Mary Howard, Duchess of Norfolk and 7th Baroness Mordaunt (c.1659–17 November 1705) was a British peer.

Born Lady Mary Mordaunt, she was the only surviving child and heiress of Henry Mordaunt, 2nd Earl of Peterborough and Lady Penelope O'Brien, daughter of Barnabas O'Brien, 6th Earl of Thomond. On 8 August 1677, she married Henry Howard, Earl of Arundel, who later succeeded his father as Duke of Norfolk in 1684. The duke and duchess separated a year later and she succeeded to her father's barony in 1697.

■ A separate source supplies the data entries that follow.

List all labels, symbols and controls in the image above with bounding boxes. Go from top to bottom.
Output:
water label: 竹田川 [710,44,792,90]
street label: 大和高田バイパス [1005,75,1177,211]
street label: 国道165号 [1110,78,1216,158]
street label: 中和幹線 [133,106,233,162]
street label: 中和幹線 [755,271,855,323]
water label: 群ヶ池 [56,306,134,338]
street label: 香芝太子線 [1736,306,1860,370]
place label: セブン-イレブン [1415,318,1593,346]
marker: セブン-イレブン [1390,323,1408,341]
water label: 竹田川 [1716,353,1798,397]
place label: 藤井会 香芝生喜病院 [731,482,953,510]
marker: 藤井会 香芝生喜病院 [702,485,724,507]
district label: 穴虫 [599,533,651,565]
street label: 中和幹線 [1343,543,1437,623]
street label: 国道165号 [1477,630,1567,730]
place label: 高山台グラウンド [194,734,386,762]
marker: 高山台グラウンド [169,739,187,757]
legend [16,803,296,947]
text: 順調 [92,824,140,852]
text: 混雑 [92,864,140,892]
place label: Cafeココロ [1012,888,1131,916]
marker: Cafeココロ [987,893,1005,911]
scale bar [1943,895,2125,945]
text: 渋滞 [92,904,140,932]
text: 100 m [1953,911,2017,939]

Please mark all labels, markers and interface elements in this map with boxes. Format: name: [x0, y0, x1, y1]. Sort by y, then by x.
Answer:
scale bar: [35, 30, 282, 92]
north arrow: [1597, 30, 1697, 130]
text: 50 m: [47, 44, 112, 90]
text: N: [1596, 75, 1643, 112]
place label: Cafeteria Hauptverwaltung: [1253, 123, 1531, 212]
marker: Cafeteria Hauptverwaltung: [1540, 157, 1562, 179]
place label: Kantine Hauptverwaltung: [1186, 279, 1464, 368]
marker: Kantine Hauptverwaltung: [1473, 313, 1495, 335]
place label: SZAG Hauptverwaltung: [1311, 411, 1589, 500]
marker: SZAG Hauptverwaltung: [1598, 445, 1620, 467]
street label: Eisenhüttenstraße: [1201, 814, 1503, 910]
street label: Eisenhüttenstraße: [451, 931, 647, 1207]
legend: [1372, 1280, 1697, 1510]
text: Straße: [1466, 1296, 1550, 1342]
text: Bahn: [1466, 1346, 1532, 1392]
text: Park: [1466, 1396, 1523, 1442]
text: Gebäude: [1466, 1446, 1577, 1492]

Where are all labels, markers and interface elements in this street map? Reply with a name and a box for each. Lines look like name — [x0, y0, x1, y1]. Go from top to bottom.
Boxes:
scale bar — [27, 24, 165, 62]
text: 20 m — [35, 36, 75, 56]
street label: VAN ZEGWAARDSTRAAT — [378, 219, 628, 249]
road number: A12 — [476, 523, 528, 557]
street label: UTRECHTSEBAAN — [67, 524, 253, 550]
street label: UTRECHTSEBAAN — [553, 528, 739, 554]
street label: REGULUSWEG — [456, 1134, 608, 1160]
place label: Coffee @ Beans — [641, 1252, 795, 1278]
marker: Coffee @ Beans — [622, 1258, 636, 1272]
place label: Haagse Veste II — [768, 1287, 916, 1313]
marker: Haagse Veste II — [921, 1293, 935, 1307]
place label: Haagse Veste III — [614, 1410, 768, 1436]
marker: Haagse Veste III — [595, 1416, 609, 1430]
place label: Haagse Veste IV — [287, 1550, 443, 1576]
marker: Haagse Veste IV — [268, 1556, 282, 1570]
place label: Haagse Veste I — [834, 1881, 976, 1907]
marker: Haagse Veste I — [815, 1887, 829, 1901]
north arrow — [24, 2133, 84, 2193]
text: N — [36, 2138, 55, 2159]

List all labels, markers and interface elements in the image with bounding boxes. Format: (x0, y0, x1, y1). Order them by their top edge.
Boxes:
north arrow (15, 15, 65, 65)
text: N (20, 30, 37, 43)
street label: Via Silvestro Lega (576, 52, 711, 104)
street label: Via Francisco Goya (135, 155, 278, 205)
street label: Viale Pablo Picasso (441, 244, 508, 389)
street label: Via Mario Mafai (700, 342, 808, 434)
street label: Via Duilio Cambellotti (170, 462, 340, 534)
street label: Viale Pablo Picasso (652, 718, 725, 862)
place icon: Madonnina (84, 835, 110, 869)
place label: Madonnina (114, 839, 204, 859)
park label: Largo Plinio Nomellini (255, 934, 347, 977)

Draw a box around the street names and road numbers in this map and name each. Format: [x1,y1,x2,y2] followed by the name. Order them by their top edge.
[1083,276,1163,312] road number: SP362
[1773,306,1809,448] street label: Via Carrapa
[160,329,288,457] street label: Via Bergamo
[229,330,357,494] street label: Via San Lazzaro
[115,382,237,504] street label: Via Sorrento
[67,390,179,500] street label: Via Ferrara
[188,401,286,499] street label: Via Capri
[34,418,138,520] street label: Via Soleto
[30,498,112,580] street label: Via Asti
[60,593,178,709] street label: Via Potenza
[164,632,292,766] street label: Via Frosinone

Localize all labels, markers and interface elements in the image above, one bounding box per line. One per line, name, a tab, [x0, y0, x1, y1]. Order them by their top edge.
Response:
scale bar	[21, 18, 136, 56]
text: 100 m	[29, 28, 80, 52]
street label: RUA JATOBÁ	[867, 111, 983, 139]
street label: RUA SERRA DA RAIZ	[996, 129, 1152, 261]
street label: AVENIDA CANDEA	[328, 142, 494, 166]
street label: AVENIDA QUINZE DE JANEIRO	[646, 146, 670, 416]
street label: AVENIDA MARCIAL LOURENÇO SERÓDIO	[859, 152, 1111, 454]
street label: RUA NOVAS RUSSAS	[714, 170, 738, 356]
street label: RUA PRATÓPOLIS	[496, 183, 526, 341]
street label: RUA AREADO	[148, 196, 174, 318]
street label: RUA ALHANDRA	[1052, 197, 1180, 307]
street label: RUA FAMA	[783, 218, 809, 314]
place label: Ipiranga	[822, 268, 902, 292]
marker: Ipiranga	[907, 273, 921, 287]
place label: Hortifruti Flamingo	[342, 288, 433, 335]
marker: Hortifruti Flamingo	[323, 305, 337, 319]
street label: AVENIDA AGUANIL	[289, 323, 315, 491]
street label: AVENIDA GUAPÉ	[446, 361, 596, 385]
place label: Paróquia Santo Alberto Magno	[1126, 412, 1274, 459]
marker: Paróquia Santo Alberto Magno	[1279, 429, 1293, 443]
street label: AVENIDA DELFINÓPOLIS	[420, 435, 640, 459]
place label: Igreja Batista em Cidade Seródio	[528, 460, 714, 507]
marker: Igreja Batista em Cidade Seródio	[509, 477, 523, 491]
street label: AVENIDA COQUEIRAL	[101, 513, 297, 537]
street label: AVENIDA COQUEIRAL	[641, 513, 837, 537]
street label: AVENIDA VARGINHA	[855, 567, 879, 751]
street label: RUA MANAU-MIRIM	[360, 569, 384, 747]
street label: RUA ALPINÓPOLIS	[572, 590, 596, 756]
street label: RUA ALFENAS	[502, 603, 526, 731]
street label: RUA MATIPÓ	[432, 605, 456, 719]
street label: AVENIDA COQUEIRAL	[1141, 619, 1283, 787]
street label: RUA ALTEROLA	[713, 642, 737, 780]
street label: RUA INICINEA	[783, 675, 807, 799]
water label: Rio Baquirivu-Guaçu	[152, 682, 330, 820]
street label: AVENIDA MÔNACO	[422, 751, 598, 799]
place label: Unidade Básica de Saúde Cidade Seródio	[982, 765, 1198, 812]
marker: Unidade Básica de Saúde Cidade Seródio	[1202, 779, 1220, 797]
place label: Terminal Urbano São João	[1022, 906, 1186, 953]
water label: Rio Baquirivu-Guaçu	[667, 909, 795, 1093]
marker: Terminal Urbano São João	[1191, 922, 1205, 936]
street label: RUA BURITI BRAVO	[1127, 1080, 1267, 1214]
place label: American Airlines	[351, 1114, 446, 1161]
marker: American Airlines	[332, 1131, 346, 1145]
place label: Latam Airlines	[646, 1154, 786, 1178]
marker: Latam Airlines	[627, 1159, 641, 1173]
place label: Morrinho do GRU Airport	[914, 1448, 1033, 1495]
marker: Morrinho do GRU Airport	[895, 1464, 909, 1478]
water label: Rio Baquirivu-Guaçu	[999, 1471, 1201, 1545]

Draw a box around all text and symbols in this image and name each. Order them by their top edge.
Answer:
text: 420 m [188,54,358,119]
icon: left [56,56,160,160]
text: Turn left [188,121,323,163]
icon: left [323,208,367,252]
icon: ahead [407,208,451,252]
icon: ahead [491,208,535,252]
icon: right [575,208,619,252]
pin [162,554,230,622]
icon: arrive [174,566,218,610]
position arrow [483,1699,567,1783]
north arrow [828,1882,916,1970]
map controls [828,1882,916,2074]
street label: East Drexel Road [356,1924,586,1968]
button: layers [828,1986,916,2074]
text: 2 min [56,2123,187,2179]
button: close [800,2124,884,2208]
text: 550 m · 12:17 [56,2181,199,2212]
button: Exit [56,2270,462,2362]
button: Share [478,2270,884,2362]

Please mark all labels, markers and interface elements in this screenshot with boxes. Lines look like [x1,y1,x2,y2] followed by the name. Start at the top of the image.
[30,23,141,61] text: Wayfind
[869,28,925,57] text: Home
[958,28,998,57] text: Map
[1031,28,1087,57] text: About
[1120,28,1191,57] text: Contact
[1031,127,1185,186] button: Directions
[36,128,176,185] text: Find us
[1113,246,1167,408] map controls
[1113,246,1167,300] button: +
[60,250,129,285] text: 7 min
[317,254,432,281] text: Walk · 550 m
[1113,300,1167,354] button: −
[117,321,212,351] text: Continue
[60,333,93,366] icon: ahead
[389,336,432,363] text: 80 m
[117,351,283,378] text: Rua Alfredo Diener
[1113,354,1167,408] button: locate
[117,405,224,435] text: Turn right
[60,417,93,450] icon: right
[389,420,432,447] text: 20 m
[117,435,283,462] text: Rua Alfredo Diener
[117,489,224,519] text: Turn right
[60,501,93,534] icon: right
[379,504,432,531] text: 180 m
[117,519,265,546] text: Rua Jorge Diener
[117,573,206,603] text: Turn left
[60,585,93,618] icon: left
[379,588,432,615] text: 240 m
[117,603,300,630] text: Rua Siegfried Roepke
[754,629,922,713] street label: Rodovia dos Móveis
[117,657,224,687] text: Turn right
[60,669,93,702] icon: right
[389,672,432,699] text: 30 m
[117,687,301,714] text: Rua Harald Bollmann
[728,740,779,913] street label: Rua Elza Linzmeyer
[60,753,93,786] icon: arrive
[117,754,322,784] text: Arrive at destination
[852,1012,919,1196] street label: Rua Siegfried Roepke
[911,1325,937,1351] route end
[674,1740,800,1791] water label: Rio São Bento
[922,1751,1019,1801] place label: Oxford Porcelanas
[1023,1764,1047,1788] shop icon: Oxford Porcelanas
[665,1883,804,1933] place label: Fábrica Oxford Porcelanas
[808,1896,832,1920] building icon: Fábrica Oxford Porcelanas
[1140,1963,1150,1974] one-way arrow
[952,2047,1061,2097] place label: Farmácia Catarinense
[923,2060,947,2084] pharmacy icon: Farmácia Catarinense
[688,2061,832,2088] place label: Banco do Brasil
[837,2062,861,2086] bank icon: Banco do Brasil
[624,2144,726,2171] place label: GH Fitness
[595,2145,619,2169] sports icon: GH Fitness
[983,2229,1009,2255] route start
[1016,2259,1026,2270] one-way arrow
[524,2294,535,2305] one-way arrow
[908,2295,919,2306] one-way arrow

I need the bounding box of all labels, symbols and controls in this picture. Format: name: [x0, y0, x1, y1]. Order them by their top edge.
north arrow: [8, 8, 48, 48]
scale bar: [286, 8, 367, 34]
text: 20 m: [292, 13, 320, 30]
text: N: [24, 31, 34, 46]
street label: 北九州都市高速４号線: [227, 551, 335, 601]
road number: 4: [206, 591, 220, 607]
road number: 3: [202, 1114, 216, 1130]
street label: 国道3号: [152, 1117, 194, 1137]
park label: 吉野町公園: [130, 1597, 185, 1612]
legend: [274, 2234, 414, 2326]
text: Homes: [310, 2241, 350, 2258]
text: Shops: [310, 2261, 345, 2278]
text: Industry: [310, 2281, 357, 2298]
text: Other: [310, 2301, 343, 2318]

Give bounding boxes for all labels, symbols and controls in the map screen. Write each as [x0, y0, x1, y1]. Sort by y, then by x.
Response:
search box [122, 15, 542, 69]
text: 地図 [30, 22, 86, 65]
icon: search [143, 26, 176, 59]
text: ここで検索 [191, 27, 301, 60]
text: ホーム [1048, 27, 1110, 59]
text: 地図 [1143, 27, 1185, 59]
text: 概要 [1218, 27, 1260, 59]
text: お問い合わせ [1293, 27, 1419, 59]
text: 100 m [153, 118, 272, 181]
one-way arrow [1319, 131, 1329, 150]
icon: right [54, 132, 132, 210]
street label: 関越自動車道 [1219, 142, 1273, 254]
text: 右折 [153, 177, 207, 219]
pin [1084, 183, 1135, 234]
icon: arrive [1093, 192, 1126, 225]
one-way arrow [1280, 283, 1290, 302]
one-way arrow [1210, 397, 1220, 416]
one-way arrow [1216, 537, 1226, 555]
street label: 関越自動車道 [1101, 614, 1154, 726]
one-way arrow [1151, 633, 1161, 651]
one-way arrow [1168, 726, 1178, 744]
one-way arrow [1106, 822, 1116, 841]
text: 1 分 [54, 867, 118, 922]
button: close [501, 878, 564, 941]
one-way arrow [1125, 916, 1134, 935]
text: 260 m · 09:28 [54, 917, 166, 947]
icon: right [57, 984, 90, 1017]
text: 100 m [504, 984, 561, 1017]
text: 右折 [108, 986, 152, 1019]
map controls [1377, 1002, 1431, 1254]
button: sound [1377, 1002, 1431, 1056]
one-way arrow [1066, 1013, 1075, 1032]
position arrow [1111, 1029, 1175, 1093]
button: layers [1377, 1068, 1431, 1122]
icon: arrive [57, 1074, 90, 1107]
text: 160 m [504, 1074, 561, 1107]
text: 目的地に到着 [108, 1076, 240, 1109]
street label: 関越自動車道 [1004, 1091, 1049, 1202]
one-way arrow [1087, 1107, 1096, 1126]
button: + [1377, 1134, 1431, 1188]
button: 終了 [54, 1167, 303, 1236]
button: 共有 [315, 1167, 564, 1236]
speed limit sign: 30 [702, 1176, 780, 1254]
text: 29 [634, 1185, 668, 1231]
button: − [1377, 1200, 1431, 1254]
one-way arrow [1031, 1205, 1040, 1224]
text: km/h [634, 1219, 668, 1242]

The duke and duchess were divorced in 1700, due to her adulterous relationship with Sir John Germain, 1st Baronet, whom she married a year later; a previous effort by the Duke to divorce her in 1692 had failed. Although he had obtained damages in an action for criminal conversation, in which the details of her affair were revealed in lurid detail, the jury awarded her husband only £66 instead of the £100,000 he had asked for. This no doubt reflects their opinion of the Duke's own conduct: his own counsel remarked that his charges against Germain were an example of "the pot calling the kettle black". She died without children from either marriage in 1705 and her title was inherited by her cousin, Charles, who had previously inherited her father's earldom.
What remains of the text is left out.